January 12-16, 2008
Town & Country Convention Center
San Diego, CA
Genome duplication events have punctuated the evolution of vertebrate and flowering plant genomes. Two rounds of genome duplication (R1 and R2) likely occurred at the base of the vertebrate radiation and another (R3) at the base of the teleost radiation. After a genome duplication event, most duplicated genes rapidly revert to single copy. Genes retained in duplicate generally come to be expressed in overlapping but distinct patterns in development, a process modeled by subfunction partitioning and the origin of novel functions. Genome duplication preserves the stoichiometry of genes in a regulatory network. Ohnologs (paralogs arising from genome duplication) begin to revert from two copies to single copy after the duplication, but if only a few genes in duplicated networks survive in duplicate, and if ohnologs survive in duplicate because they are at least partially non-redundant, then regulatory links among surviving genes may become more complex than before duplication. How do developmental genetic regulatory networks evolve after genome duplication? Is one set of ohnologs used in one group of cells or developmental processes and the duplicate set in other cells or processes?

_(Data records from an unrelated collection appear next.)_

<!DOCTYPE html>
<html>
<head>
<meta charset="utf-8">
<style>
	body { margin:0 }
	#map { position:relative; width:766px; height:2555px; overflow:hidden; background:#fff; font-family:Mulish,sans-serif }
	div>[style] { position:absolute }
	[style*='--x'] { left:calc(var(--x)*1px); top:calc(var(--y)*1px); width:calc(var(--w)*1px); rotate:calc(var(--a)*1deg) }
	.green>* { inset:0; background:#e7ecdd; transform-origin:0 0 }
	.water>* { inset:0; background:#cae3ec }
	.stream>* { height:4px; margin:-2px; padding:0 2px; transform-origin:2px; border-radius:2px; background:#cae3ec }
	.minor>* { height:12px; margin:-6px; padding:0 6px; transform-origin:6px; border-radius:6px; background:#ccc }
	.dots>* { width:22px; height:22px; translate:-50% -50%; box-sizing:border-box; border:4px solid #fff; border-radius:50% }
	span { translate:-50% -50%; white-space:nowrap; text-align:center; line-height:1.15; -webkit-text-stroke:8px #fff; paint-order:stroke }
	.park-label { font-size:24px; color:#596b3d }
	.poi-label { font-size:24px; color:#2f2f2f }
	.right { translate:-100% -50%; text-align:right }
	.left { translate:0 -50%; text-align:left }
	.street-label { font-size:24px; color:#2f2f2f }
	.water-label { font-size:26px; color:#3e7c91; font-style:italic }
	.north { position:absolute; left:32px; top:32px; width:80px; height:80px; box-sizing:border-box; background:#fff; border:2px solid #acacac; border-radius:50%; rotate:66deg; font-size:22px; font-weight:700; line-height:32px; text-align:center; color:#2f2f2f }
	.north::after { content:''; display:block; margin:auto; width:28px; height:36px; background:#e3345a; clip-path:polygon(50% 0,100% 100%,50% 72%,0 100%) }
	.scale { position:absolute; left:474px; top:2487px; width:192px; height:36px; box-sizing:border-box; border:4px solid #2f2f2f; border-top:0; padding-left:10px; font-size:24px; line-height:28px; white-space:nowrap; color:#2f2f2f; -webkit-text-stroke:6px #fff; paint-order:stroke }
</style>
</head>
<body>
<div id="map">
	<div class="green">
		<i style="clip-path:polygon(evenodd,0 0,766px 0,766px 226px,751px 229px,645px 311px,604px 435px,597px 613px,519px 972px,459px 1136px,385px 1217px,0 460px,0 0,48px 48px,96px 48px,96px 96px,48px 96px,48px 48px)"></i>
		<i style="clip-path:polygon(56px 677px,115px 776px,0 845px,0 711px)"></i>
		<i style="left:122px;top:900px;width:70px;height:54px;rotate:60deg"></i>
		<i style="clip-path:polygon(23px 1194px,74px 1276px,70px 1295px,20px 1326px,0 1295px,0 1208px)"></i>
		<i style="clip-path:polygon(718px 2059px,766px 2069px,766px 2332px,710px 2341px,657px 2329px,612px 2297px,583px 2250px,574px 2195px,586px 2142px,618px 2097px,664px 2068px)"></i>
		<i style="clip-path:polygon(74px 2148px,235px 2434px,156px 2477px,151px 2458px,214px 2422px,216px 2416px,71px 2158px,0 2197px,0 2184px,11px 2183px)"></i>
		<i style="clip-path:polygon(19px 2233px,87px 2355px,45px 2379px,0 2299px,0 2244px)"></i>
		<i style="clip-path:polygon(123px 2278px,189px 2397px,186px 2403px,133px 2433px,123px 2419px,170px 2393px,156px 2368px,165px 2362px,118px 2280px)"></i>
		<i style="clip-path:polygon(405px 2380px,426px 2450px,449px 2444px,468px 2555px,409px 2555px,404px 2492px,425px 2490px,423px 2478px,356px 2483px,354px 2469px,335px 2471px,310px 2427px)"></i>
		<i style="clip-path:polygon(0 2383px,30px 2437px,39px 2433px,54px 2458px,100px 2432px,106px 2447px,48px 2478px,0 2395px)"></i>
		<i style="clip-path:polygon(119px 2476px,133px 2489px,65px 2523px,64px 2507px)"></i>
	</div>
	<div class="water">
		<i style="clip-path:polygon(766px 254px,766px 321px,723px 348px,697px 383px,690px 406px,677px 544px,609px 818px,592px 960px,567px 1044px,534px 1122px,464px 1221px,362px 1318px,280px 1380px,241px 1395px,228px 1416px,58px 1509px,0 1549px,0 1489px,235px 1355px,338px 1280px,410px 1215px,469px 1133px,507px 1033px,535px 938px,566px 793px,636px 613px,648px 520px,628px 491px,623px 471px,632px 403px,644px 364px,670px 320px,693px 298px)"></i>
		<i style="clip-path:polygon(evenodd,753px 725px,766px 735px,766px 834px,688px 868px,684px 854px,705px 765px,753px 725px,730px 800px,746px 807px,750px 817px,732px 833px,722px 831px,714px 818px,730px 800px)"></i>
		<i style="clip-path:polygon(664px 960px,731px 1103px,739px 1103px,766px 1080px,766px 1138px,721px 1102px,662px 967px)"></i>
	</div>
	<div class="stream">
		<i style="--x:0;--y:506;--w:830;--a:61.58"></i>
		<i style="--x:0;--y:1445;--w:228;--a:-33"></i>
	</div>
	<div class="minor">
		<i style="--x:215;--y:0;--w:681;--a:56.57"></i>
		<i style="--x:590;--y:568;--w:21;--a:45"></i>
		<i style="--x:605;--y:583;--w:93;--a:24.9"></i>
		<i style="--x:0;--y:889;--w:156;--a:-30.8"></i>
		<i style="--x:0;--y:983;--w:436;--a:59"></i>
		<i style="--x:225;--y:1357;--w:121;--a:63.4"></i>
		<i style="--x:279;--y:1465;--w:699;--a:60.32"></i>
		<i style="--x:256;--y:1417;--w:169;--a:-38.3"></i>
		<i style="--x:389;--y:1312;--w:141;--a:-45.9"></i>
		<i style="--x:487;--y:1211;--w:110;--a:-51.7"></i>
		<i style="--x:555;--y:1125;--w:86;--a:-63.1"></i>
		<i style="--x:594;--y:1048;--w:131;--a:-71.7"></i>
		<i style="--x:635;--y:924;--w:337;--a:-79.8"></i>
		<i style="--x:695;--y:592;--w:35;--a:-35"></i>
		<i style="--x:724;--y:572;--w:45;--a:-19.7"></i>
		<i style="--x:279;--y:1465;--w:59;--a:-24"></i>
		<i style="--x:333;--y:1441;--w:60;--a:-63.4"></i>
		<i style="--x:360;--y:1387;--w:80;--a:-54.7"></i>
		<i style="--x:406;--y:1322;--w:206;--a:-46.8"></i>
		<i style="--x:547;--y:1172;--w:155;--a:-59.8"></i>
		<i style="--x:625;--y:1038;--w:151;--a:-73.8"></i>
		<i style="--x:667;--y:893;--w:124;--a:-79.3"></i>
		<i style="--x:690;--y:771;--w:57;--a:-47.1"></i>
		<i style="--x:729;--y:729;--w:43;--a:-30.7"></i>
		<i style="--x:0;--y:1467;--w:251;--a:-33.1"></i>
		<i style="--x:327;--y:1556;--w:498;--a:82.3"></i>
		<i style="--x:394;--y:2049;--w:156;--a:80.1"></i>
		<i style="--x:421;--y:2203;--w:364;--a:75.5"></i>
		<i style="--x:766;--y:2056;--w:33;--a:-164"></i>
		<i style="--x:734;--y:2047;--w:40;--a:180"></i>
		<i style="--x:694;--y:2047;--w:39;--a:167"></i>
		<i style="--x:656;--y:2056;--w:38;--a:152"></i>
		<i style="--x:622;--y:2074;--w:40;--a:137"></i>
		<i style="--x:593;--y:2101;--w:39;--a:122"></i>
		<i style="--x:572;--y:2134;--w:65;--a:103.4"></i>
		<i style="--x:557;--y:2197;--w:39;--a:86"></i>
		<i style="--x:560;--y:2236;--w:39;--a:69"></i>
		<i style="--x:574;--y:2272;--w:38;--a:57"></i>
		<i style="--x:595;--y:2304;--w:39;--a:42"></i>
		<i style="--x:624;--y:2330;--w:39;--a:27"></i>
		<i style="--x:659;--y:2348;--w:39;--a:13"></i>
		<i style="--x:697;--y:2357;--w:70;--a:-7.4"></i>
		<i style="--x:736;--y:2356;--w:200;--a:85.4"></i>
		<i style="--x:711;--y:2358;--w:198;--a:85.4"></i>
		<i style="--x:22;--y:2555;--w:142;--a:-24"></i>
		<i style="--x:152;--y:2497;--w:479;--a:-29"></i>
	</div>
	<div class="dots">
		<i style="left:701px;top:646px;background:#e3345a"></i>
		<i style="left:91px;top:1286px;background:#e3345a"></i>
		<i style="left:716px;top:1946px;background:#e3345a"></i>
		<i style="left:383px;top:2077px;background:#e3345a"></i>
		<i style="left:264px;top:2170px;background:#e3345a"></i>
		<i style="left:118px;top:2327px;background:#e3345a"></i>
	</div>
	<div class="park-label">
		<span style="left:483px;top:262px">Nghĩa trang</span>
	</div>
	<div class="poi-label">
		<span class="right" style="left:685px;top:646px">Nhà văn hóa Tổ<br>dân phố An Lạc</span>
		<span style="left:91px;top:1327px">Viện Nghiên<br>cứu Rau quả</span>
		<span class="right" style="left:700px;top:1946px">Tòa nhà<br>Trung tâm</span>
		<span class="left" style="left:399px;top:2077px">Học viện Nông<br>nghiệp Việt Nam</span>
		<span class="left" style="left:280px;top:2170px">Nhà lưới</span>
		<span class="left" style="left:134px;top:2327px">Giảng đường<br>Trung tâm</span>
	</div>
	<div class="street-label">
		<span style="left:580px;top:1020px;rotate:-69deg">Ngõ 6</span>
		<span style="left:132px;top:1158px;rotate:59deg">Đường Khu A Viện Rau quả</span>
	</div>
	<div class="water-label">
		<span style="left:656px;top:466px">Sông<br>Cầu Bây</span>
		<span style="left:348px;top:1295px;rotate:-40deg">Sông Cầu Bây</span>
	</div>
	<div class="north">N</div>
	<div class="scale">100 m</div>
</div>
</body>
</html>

Or does the pathway evolve in an interrelated array of interacting components much more complex than the original network? When in the teleost radiation did most of the events occur that preserved duplicate genes? If early, then the functions of orthologs in most teleosts will be generally similar, but if later, then the functions of a gene in one teleost might not be a good predictor of its function in another species. As a test system, we investigate gene functions in skeletal development in zebrafish and stickleback, with tetrapod gene function as the unduplicated outgroup, to infer the evolution of regulatory complexity and its relationship to diversity with respect to the teleost genome duplication.